Blueberry muffins are seriously my favorite muffins.   I  know, how retro, not cool like scones, I suppose.  Can I rant? Muffins have become these gargantuan bakery items with every single imaginable flavor foisted upon it.  Remember when chocolate chip muffins were a big deal?  Now, it’s double chocolate chip muffins with cayenne or sea salt caramel or some such awful twist.  I saw a maple bacon muffin.  Seems a little “try hard”.  Meanwhile, what makes a good bakery product seems to get lost in the quest for unique flavor.  Sure, the muffins are huge, but they are likely a dry mess with an overly big top that comes easily apart from the bottom. Not hardly worth the $2 they are charging for them.  Rant over.

Quick breads are so called because they don’t use yeast, thus no need to wait for a “rise”.  Using yeast as a leavening agent was slow and not always consistent.  As chemistry was applied to cooking, someone thought to combine baking soda with an acid like lemon juice, buttermilk, or vinegar and a little heat to give “rise” to cakes and breads.  Thusly creating rise with no yeast.   The “rise” of the quick breads starts around the mid 18th century.  Without this step forward, brownies, cakes, and some cookies would really not be made.  As time progressed, chemists worked to create a powder that combined the base and the acid, but that didn’t react until instigated by the presence of a liquid.  Baking powder (baking soda and a powdered acid like cream of tartar) in its various brand incarnations  (Rumford,  Calumet, Clabber Girl, etc.) was born.  If you have ever wondered why recipes have both baking powder and baking soda, you’ll probably see elsewhere in the recipe an acid.  If so,  the recipe is adjusting the baking powder downward because baking soda alone will react with the acid.  No need to make the dish unpleasantly bitter with acid in both the baking powder and the acidic ingredient.

Could I translate the parts that I love from my muffin recipes into quick bread?  Plus, I have some sour cream in my fridge that I need to get rid of before it expires, could I include that?

I could.  And I did.

I love the combination of blueberry and citrus.  Round out the flavors with bourbon vanilla and this is my ideal flavor profile for blueberry muffins.

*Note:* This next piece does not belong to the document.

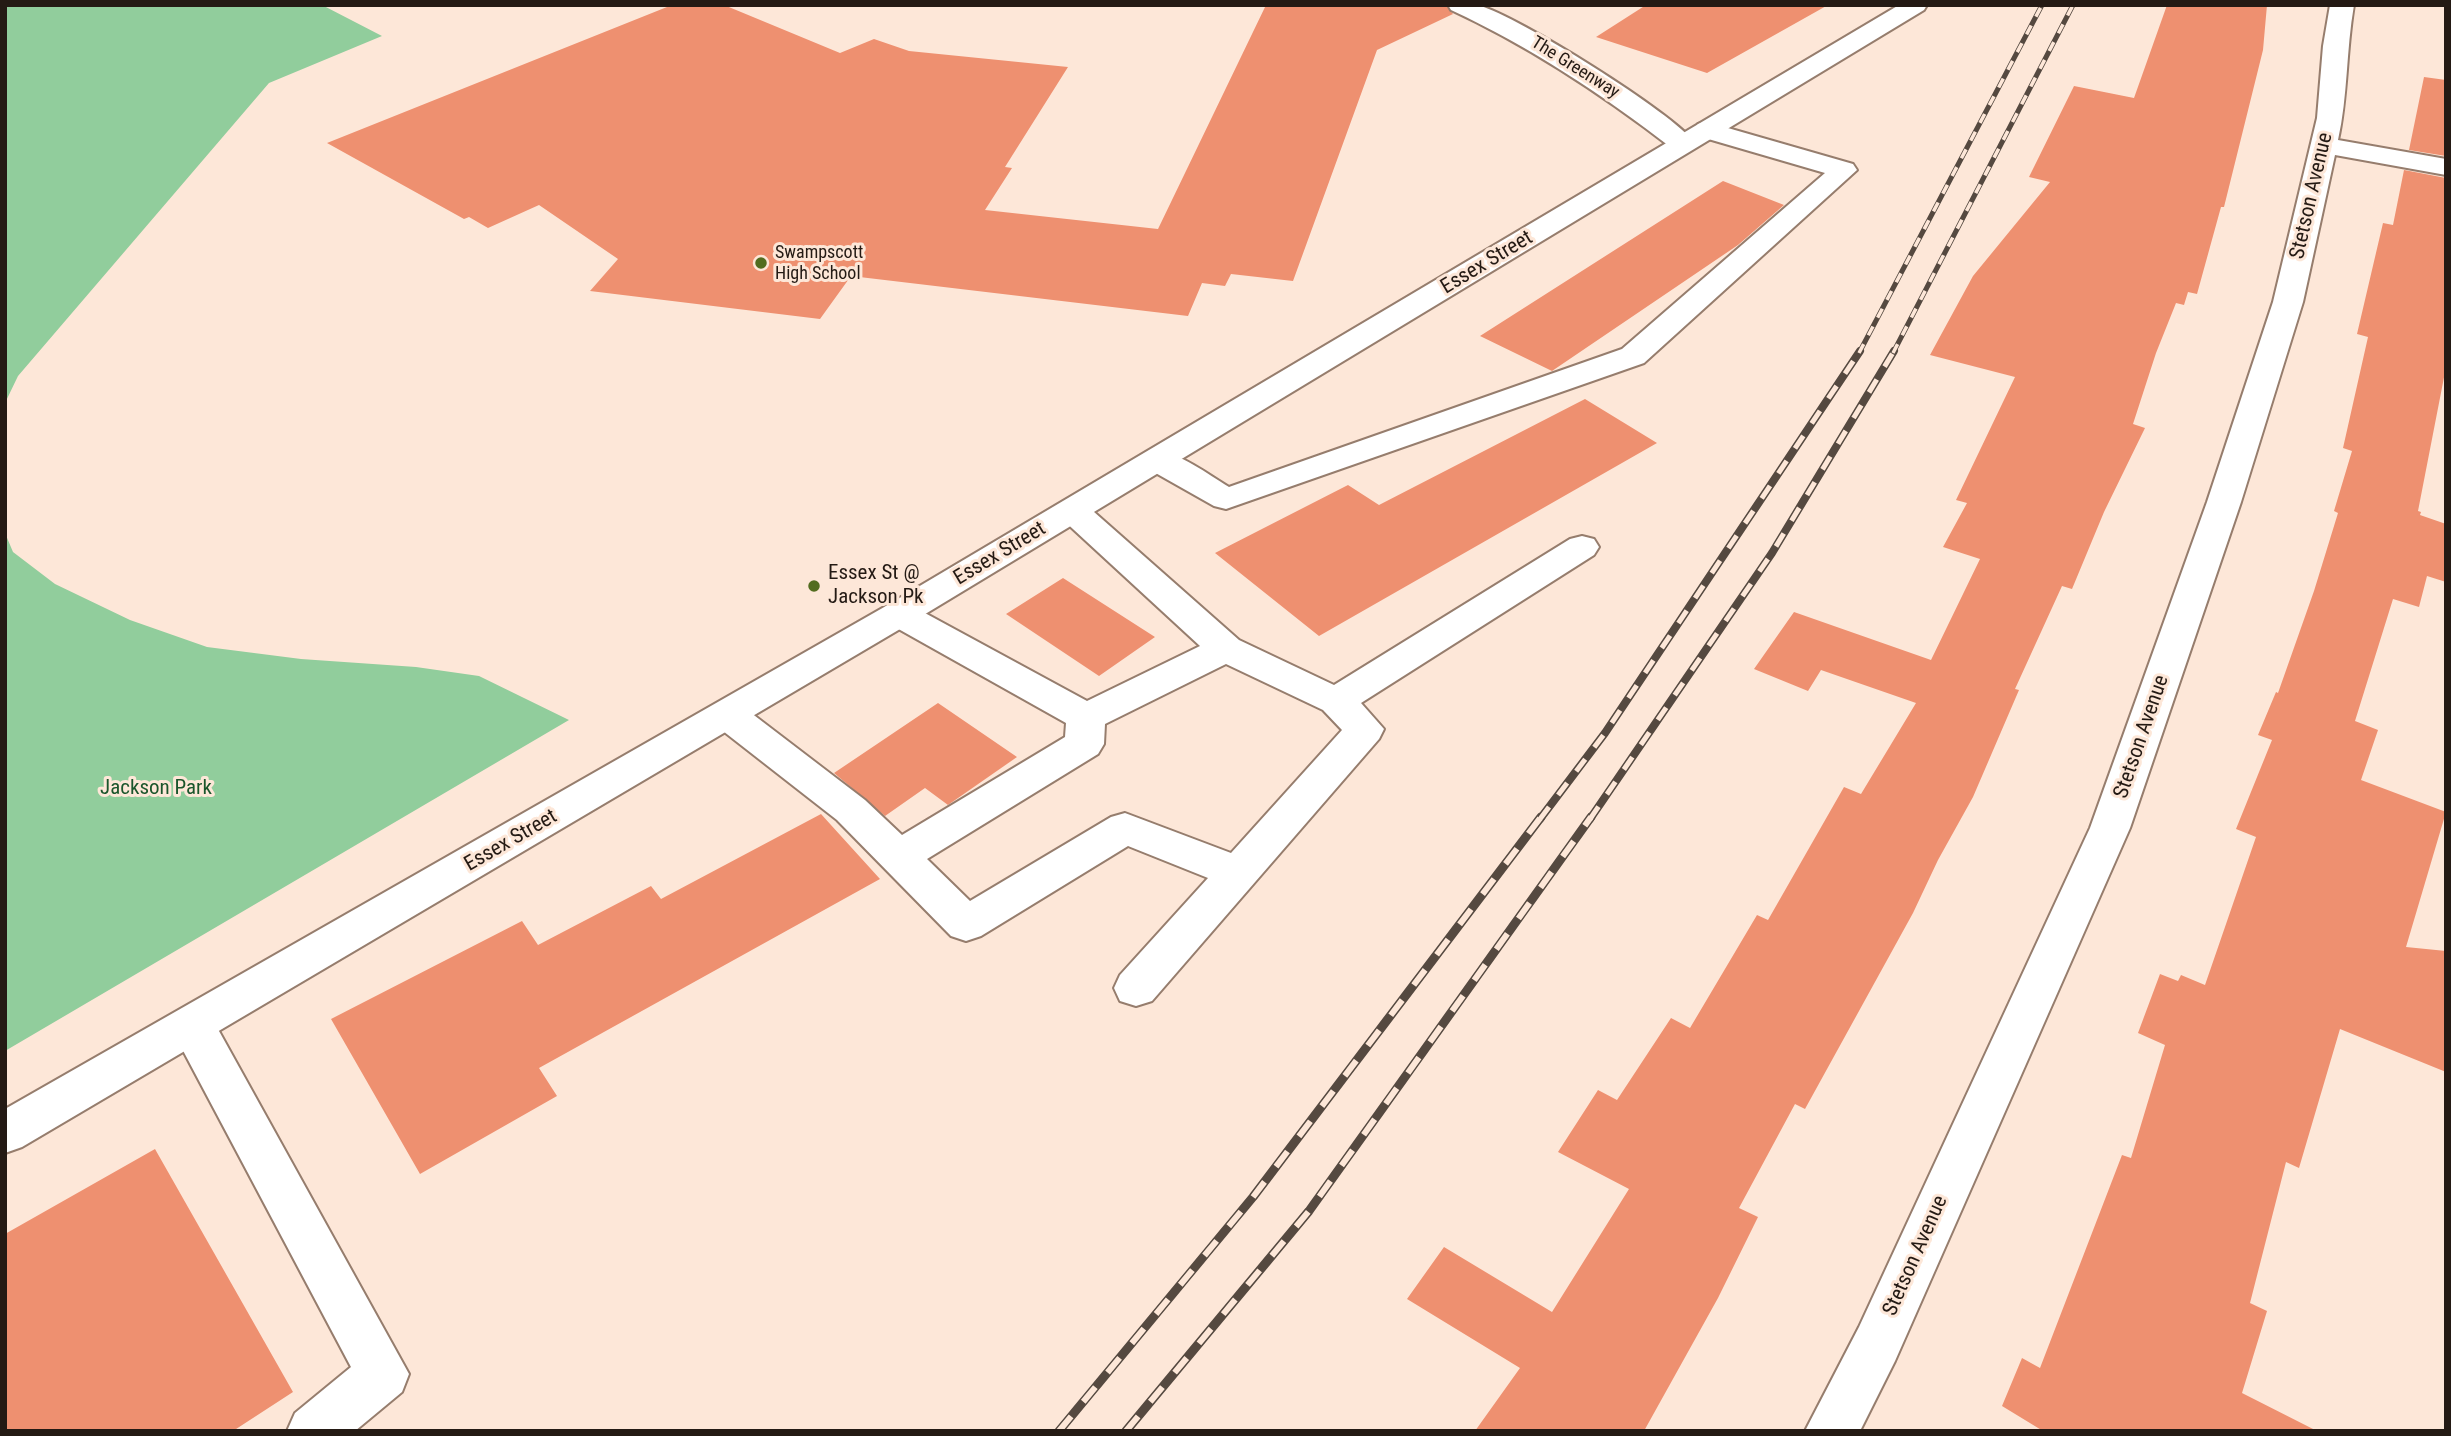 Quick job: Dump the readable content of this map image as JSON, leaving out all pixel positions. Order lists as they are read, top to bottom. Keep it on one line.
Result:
{"streets":{"street":["The Greenway","Stetson Avenue","Essex Street"]},"crossings":[["The Greenway","Essex Street"]],"parks":["Jackson Park"],"places":["Swampscott High School","Essex St @ Jackson Pk"]}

Blueberry Sour Cream Quick Bread

2 cups and 1 teaspoon All Purpose Flour, used separately
1 tablespoon baking powder
1/2 teaspoon salt
2 1/2 tablespoons butter
1 cup sugar
1 large egg
1 cup sour cream
1/2 cup milk
1 tablespoon honey
1 teaspoon bourbon vanilla extract
1 teaspoon orange zest
1 teaspoon lemon zest
1 cup blueberries

Streusel topping
1/4 cup brown sugar
2 tablespoons of flour
2 tablespoons of butter

Grease a 9×5 loaf pan and set aside
Preheat oven to 375

Combine the flour, baking powder and salt in a mixing bowl, whisk or mix briefly to aerate. Add the butter and sugar and beat until the butter is in small pieces.

In a separate mixing bowl, combine the egg, sour cream, milk, honey, vanilla and zests. Mix until well combined. Pour the liquid mixture into the dry mixture. Mix the dry and wet mixtures until they are just combined.  This will look really dry.

In a small bowl, combine the remaining 1 teaspoon of flour and blueberries. Toss blueberries until well coated.

Gently fold the blueberries into the batter. Pour the batter into the loaf pan. Combine all the ingredients for the streusel topping and place on top of mixture.

Bake at 375 for about 60 minutes. Check at intervals after 45 minutes to avoid overcooking.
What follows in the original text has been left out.